Significant associations are highlighted in bold (P < .05).
Table 3.
Distribution of Tinnitus Pitch Among Patients with NIHL and Tinnitus
Tinnitus Pitch | Patients (n, %) |
“Woong” (low frequency) | 80, 20.6 |
“Schae” (middle and high freq.) | 67, 17.3 |
“Weeing” (full frequency) | 37, 9.5 |
“Phee” (high frequency) | 34, 8.7 |
Unclassified | 37, 9.5 |
Table 4.
Mean Frequency and Loudness of Tinnitus in the Left and Right Ears of Patients with NIHL and Tinnitus
Right ear | Left ear | P a | |
Frequency | 4828.93 ± 3021.77 | 4757.81 ± 3085.79 | .77 |
Loudness (dB) | 74.41 ± 19.72 | 74.06 ± 20.51 | .83 |
aMann–Whitney U-test.
Results are reported as mean ± SD.
In the ABR test, I, III, and V latencies tended to be longer in subjects of the tinnitus group, but the differences between the 2 groups were not statistically significant (P > .05). Interpeak latency (IPL) I-III was significantly more prolonged (P < .01), and IPL III-V tended to be more prolonged (P = .055) in the left ears of patients with tinnitus than in those without (Table 5).
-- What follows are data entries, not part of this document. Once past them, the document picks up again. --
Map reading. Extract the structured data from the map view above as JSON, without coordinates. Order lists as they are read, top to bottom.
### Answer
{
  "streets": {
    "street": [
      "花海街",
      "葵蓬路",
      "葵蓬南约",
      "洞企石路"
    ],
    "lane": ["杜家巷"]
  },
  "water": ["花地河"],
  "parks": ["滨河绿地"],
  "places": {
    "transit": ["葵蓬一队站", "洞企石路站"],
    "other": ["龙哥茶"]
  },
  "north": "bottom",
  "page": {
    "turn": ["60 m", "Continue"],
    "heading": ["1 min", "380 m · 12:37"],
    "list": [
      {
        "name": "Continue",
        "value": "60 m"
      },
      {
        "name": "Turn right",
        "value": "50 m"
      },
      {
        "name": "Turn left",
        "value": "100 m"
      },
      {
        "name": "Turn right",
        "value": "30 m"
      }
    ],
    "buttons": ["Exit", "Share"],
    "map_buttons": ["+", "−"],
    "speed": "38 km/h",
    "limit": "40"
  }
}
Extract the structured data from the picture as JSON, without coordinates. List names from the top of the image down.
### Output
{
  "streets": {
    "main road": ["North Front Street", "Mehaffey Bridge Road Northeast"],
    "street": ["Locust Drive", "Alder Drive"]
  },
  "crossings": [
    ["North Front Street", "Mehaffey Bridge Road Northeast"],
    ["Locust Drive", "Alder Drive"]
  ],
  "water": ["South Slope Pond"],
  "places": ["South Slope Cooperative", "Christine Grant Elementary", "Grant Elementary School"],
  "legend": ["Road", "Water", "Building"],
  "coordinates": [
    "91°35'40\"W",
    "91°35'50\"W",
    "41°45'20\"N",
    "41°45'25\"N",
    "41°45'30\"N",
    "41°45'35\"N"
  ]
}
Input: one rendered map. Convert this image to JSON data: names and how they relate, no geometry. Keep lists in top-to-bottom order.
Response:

In addition, 108 (14.8%) patients showed wave I loss on ABR tests, whereas 69 (9.5%) showed wave III loss and 7 (1.0%) showed wave V loss.
Table 5.
ABR Results of Left and Right Ears Patients with NIHL, With and Without Tinnitus
Total (n=730) | With tinnitus ( n = 389) | Without tinnitus ( n = 341) | P a | |||||
Right | Left | Right | Left | Right | Left | Right | Left | |
I latency | 1.54 | 1.87 | 1.55 ± 0.2 | 1.56 ± 0.21 | 1.53 ± 0.2 | 1.55 ± 0.18 | .23 | .41 |
III latency | 3.83 | 3.86 | 3.85 ± 0.27 | 3.87 ± 0.36 | 3.81 ± 0.33 | 3.84 ± 0.22 | .15 | .23 |
V latency | 5.85 | 5.89 | 5.86 ± 0.38 | 5.89 ± 0.41 | 5.83 ± 0.39 | 5.88 ± 0.41 | .23 | .61 |
I-III IPL | 2.30 | 2.32 | 2.27 ± 0.18 | 2.29 ± 0.17 | 2.29 ± 0.17 | 2.36 ± 0.45 | .15 | .013 |
III-V IPL | 1.97 | 1.96 | 1.97 ± 0.16 | 1.96 ± 0.17 | 1.97 ± 0.18 | 1.94 ± 0.18 | .97 | .055 |
I-V IPL | 4.24 | 4.24 | 4.24 ± 0.25 | 4.25 ± 0.25 | 4.23 ± 0.36 | 4.22 ± 0.33 | .49 | .18 |
aMann–Whitney U-test. Results are reported as mean ± SD.
Significant associations are highlighted in bold (P < .05).
IPL, interpeak latency.
Assessment of responses to DPOAE tests in patients with tinnitus showed that response rates were higher at 1 and 2 Hz than at 3, 4, and 6 Hz. TEOAE tests showed SNR <3 dB in both ears, which was regarded as abnormal (Table 6).
Table 6.
TEOAE and DPOAE Results Showing SNR Response Rate in Each Ear of Patients with NIHL and Tinnitus
SNR | Response ratea | ||||
kHz | Right | Left | kHz | Right | Left |
1 | −3.27 | −2.64 | 1 | 32.9 | 35.2 |
1.5 | 0.51 | 0.70 | 2 | 32.1 | 27.8 |
2 | −1.19 | −0.83 | 3 | 8.9 | 10 |
3 | −4.06 | −4.16 | 4 | 6.2 | 5.7 |
4 | −5.14 | −5.47 | 6 | 4.6 | 4.9 |
aResponse rates were calculated by dividing the number of patients with normal responses by the total number of patients with tinnitus (n = 389).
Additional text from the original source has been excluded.